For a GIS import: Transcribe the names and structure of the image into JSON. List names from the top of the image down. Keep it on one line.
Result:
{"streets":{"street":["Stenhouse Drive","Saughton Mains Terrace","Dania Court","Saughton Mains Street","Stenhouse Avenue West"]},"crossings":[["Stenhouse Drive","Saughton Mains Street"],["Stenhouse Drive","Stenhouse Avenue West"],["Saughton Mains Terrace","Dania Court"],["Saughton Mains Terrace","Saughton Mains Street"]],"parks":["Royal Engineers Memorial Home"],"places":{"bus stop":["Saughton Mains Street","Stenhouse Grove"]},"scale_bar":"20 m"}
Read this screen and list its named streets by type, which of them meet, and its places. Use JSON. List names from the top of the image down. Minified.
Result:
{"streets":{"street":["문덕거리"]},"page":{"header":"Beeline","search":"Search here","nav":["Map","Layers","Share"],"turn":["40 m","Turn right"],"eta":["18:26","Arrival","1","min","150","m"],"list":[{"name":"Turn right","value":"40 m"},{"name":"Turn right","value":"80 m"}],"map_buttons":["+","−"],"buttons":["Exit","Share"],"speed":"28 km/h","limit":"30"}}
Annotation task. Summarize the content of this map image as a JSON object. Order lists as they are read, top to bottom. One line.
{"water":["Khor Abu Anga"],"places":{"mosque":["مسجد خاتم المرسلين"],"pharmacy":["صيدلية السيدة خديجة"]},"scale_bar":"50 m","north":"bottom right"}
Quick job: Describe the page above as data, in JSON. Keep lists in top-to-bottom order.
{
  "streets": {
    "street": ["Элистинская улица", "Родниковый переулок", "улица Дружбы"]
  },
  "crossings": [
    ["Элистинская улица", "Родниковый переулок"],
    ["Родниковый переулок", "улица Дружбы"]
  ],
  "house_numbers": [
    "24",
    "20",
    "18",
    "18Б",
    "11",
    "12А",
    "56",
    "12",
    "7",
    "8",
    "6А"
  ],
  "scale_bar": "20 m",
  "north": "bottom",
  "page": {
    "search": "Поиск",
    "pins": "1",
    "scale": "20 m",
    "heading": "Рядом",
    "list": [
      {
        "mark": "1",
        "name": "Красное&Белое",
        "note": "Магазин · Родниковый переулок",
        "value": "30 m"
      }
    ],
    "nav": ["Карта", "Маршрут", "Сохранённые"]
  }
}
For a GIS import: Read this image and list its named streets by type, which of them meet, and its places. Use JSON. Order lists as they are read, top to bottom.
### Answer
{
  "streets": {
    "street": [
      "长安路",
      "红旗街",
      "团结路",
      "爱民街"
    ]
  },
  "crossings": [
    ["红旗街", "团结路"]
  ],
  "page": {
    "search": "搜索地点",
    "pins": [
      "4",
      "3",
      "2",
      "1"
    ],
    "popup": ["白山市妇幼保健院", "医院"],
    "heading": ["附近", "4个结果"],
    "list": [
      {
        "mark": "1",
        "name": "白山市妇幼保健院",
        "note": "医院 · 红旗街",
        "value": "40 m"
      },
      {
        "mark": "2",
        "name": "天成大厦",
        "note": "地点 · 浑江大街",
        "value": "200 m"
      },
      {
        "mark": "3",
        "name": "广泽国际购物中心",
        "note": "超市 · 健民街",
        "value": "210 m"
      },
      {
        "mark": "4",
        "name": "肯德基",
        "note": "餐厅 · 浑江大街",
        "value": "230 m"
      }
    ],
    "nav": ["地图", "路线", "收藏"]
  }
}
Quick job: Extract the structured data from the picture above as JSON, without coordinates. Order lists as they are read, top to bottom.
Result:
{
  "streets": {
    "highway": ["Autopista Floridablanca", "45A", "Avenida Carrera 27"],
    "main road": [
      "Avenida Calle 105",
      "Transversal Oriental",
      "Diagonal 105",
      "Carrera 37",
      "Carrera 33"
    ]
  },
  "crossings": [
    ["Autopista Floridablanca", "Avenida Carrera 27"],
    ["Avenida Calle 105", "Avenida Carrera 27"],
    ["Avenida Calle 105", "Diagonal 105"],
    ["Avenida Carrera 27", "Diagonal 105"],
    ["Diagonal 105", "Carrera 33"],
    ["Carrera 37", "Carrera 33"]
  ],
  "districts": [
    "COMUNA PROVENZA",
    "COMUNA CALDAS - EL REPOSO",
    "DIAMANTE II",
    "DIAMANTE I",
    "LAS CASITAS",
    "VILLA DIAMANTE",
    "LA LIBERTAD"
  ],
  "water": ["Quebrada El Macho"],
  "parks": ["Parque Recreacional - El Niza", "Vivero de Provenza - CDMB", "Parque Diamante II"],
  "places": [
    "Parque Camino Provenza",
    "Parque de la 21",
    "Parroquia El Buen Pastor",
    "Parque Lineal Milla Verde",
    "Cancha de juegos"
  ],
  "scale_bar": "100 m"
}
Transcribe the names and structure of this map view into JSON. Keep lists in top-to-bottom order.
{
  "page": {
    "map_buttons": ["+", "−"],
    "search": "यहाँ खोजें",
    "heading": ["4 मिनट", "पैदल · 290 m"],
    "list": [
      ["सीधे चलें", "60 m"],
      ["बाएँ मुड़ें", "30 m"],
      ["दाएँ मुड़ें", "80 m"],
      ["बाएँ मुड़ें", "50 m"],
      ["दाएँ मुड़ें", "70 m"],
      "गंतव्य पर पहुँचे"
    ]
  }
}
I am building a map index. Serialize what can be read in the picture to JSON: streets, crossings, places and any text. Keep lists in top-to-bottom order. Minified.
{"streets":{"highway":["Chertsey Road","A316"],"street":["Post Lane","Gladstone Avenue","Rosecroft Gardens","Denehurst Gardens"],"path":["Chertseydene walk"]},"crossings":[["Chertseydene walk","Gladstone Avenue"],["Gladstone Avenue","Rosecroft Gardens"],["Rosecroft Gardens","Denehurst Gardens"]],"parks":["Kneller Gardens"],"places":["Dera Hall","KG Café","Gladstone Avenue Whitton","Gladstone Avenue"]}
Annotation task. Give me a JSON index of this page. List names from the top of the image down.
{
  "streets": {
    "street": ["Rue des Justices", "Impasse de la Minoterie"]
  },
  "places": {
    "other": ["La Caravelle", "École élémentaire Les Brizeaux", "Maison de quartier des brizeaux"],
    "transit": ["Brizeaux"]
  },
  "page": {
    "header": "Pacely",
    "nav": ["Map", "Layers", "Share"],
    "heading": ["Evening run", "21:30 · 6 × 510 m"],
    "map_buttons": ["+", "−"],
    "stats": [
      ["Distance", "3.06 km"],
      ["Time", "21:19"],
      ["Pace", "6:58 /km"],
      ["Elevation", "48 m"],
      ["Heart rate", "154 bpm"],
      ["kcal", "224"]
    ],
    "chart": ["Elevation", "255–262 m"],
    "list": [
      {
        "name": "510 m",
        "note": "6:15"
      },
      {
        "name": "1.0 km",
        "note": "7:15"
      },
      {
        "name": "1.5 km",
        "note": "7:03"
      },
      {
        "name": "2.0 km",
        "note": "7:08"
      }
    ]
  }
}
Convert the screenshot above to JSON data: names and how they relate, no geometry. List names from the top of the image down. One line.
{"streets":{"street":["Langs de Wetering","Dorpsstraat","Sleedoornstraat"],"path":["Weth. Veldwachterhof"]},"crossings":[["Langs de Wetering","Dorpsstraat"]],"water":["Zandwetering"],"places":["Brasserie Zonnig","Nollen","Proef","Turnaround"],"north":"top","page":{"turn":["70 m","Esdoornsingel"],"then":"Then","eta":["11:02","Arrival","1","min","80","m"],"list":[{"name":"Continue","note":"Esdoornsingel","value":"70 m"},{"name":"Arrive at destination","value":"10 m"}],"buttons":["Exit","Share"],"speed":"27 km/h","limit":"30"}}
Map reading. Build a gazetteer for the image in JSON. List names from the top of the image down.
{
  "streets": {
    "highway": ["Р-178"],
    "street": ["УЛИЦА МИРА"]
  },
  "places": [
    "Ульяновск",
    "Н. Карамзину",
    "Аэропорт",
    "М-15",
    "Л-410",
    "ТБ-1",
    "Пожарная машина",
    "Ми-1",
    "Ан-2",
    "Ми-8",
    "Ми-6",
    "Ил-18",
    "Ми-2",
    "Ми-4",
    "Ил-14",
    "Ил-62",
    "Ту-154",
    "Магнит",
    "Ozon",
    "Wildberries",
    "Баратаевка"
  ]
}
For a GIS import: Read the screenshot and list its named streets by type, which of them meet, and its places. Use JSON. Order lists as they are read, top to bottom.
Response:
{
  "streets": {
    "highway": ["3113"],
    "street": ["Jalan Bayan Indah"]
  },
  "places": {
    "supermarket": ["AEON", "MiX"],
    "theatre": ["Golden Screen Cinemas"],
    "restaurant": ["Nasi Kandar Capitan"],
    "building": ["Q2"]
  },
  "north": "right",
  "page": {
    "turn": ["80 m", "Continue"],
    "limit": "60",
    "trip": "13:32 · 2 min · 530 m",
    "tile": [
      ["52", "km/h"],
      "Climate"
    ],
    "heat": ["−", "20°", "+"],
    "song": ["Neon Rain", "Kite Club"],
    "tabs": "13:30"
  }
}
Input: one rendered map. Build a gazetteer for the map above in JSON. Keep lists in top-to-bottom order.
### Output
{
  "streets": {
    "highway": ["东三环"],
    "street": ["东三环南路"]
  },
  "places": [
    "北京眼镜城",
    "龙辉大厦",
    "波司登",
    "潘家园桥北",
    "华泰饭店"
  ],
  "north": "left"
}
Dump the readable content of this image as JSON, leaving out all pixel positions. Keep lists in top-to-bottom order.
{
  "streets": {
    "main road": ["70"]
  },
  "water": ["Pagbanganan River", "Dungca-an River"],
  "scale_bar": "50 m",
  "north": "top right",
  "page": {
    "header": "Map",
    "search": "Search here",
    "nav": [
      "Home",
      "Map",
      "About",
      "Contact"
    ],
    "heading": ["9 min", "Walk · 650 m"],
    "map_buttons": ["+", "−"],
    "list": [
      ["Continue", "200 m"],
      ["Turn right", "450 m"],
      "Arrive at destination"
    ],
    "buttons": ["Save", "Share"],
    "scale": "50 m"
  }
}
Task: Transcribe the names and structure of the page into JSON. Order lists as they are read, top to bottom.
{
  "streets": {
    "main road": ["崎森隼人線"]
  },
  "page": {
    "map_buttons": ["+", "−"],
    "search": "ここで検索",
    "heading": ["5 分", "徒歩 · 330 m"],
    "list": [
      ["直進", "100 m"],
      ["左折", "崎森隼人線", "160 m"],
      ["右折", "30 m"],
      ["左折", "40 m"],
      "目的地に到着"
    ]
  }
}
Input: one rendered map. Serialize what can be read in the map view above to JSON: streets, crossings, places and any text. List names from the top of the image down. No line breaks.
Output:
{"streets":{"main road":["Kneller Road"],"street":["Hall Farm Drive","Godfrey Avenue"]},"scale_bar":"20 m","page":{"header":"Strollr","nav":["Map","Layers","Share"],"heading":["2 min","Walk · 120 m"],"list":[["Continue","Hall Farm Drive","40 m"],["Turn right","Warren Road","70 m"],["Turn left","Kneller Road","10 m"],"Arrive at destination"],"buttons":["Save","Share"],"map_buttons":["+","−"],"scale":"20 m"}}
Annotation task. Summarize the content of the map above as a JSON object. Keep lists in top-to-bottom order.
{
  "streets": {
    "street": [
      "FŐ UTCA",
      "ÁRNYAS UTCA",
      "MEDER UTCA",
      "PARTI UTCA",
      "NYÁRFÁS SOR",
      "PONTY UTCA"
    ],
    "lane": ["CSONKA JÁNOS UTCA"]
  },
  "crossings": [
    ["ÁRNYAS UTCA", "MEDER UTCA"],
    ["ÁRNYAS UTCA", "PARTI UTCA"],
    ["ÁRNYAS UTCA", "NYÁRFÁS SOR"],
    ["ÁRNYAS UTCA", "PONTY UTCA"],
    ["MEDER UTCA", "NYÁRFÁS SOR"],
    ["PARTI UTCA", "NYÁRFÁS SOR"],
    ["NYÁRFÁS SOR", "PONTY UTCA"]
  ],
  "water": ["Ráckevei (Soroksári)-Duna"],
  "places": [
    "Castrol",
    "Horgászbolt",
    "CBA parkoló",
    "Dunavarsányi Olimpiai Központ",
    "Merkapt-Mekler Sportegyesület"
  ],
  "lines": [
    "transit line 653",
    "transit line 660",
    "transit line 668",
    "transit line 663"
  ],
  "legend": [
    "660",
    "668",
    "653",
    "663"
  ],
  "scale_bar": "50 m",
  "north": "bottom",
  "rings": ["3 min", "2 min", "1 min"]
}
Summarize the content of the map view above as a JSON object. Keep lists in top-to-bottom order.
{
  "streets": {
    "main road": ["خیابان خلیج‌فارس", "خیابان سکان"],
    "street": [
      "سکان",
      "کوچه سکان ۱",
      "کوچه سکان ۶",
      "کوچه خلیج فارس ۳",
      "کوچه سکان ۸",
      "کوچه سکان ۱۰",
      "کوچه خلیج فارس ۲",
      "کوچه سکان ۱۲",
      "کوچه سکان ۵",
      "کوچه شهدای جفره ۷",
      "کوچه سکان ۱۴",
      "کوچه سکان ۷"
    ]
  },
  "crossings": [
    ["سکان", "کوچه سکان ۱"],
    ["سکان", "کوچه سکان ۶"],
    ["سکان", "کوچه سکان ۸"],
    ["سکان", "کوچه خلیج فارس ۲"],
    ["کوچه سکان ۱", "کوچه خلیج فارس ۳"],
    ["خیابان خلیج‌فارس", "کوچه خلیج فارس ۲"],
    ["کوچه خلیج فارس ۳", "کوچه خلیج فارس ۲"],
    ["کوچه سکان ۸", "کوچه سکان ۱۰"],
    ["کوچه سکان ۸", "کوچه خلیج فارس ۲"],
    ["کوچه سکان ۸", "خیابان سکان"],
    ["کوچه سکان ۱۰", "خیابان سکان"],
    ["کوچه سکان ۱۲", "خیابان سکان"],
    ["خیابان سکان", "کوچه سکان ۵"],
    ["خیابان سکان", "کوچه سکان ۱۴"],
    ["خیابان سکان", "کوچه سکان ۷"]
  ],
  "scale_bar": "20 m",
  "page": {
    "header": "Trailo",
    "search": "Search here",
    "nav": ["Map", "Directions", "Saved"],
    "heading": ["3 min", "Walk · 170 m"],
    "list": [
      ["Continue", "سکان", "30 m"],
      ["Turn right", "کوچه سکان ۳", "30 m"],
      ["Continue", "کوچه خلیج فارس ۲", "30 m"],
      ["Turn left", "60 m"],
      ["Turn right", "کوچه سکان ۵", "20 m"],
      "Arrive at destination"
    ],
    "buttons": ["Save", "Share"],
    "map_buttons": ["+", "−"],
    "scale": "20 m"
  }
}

◇ ◇ ◇ ◇ ◇

Prompt – Every line of the entries that includes "which" must be copied into the answer.

The answer –
Read this screen and list its named streets by type, which of them meet, and its places. Use JSON. List names from the top of the image down. Minified.
For a GIS import: Read this image and list its named streets by type, which of them meet, and its places. Use JSON. Order lists as they are read, top to bottom.
For a GIS import: Read the screenshot and list its named streets by type, which of them meet, and its places. Use JSON. Order lists as they are read, top to bottom.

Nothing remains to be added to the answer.